Carl Vogel, a partner at Sixth Person Ventures, which invested in Portable’s seed round, expressed similar sentiments. The application recognizes that creating consumer-owned financial accounts can create meaningful product and operational improvements not only for consumers, but also for financial institutions.
“We were also impressed by the fact that the portable solution seeks to securely onboard and protect both traditional financial institutions and Web3-native companies,” continued Vogel. “We couldn’t be more excited to partner with Portable on their journey.”
Sofio said the company plans to use the funds to expand its team and accelerate its growth. It’s also working on SOC2 and ISO/IEC 27001 security certifications (the former is a voluntary standard for managing consumer data, and the latter is a global regulation for managing data) and is leaning toward blockchain to give consumers “bulletproof records of their data.” “
As a child, Sofia learned the importance of verified identity information. He was born in Colombia and raised in Stanford, Connecticut by a Polish mother and Puerto Rican father. He described his background as primarily immigrant and said there was always an underlying fear and anxiety about obtaining proper documentation.

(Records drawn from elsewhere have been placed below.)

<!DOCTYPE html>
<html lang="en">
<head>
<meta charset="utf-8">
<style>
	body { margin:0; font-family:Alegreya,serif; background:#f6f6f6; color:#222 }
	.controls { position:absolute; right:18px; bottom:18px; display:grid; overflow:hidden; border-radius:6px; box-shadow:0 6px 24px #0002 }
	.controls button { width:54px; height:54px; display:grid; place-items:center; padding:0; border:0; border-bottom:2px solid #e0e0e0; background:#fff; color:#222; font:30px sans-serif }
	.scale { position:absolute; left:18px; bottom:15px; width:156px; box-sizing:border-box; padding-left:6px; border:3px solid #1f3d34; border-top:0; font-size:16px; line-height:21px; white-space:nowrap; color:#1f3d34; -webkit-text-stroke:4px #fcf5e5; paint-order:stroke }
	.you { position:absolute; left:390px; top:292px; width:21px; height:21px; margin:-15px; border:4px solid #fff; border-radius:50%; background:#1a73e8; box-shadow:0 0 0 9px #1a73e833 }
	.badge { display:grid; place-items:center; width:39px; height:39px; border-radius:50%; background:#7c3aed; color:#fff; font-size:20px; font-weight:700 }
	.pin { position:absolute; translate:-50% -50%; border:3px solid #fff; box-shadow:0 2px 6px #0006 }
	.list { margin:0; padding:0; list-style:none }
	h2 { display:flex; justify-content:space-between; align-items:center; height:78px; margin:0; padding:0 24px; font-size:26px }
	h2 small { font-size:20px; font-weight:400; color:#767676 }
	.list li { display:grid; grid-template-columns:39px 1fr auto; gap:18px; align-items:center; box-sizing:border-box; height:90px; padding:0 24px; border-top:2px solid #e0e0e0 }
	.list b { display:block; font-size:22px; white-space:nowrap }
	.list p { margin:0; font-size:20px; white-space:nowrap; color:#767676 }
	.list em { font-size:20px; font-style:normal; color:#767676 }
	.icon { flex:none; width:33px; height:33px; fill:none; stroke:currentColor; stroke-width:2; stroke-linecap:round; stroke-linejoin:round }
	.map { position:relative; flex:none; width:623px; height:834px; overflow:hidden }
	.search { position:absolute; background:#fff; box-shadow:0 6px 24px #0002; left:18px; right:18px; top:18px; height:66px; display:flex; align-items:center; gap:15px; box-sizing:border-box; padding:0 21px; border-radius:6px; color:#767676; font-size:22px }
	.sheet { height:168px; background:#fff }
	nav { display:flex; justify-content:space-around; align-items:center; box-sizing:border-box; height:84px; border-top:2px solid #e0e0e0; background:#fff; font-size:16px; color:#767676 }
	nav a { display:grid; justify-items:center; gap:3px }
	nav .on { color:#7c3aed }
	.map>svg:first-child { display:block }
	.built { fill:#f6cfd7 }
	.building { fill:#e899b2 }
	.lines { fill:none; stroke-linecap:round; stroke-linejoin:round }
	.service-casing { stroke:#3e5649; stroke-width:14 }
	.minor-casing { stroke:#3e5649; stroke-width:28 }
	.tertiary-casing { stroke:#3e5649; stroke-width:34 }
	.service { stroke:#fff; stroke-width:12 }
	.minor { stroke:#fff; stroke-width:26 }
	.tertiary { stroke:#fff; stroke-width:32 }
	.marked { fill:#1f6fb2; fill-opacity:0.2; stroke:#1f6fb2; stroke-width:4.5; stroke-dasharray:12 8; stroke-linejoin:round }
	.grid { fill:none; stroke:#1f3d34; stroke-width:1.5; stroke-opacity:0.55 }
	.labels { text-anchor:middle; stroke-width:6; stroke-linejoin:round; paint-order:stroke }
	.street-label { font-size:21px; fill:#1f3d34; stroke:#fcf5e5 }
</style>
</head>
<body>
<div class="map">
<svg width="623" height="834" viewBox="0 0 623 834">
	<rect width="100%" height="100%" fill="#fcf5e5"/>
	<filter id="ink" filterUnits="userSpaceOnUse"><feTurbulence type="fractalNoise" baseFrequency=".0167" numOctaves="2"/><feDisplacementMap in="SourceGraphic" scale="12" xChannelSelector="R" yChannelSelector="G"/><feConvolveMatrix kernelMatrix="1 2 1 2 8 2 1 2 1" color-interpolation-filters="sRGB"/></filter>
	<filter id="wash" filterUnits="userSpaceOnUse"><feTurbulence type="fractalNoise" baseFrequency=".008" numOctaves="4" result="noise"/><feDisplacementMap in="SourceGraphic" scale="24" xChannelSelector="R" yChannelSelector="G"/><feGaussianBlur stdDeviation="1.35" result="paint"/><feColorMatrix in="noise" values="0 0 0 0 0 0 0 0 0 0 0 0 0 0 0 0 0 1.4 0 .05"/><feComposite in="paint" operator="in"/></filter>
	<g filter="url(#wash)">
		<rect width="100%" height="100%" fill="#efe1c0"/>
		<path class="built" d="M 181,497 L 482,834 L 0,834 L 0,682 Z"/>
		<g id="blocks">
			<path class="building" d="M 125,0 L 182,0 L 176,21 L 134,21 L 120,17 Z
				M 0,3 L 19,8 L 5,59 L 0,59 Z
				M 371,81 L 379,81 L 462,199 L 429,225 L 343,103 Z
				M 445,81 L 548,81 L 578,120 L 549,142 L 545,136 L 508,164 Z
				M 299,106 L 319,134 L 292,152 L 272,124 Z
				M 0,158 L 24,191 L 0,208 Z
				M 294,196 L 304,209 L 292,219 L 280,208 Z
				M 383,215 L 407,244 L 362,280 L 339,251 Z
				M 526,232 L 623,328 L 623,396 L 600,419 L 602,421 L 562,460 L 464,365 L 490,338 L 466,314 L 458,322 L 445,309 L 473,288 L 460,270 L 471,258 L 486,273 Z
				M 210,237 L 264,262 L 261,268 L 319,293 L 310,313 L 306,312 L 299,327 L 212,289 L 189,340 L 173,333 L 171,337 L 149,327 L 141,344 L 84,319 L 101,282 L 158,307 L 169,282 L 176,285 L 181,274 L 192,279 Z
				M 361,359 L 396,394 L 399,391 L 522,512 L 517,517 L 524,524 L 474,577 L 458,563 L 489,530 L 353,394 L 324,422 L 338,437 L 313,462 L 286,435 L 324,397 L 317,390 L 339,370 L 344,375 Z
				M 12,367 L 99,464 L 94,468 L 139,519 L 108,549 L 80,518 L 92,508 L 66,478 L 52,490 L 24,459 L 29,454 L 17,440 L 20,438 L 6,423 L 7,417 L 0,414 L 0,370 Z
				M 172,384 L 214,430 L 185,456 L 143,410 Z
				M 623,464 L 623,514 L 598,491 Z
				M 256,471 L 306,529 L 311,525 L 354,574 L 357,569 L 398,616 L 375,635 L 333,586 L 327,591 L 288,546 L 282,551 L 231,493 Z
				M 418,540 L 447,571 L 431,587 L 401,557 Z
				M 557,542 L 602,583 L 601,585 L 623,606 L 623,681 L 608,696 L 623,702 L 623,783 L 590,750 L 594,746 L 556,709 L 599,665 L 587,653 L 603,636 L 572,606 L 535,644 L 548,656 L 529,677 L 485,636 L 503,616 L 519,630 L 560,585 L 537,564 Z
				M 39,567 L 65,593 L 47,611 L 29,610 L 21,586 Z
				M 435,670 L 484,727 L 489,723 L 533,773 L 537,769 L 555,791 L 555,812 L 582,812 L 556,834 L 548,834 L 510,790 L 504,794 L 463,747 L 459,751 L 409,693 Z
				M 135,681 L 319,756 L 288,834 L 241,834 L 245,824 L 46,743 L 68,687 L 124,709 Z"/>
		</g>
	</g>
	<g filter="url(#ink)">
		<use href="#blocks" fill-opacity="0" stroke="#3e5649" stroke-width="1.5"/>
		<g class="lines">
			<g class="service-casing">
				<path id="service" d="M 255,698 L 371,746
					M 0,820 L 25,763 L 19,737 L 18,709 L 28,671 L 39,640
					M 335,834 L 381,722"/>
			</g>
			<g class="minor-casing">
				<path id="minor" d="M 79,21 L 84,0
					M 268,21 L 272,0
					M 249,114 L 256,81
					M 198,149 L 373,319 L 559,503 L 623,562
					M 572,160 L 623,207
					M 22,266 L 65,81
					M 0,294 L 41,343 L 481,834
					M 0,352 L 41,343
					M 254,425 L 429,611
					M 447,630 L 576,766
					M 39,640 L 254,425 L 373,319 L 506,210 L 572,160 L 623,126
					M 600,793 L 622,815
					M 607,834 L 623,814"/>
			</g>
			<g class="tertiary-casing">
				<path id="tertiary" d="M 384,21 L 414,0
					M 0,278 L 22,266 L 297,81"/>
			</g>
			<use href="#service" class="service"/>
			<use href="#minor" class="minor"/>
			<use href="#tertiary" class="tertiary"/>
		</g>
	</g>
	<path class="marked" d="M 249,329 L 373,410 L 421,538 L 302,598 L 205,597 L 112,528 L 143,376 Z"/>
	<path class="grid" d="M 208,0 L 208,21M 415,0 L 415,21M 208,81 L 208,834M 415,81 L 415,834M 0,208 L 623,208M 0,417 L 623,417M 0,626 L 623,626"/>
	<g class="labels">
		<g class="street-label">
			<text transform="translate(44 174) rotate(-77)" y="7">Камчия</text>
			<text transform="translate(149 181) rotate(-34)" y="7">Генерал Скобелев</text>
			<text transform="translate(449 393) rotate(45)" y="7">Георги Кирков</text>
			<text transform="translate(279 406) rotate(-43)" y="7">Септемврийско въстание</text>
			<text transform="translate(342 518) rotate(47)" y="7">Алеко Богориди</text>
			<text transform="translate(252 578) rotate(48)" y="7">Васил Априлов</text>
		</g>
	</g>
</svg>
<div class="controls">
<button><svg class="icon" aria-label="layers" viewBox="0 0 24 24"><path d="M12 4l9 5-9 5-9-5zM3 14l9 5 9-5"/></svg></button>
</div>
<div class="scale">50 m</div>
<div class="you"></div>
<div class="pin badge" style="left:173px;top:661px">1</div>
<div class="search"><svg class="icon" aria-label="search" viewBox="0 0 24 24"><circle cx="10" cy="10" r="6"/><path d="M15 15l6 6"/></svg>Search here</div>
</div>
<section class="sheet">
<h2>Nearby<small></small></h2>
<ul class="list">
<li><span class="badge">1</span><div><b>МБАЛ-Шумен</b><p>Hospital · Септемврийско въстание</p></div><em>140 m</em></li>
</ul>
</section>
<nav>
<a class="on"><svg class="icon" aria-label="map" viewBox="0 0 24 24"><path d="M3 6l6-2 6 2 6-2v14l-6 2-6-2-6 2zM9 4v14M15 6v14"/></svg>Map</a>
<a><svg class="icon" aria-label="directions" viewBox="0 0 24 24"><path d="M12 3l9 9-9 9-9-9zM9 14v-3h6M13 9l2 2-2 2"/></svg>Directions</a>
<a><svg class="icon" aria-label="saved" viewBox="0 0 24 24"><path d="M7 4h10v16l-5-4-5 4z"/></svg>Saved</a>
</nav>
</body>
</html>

“I grew up seeing different forms of financial stigma, with poverty, migration, reliance on cash and a lot of stress around documentation and dealing with brick and mortar banks,” Sofio said. These are what prevent good people from using basic services.
He studied anthropology as an undergraduate at Yale and always planned to attend law school. His first job out of university was as a paralegal, where he was tasked with building databases and developed his passion for data collection. He then spent a decade working for various software and fintech startups, holding roles focused on product management fraud and anti-fraud.
He soon realized the connection between data management, identity issues and access to essential financial services. From there, he dropped everything, scrapped his law school plans, and went on a journey to learn about identity, which naturally led him to Wharton.
“Historically, a lot of people were excluded from the system not because they were bad, but because they were difficult to understand,” he said. “We want to make that a thing of the past by redefining how information, both traditional and alternative, is owned, shared and trusted.”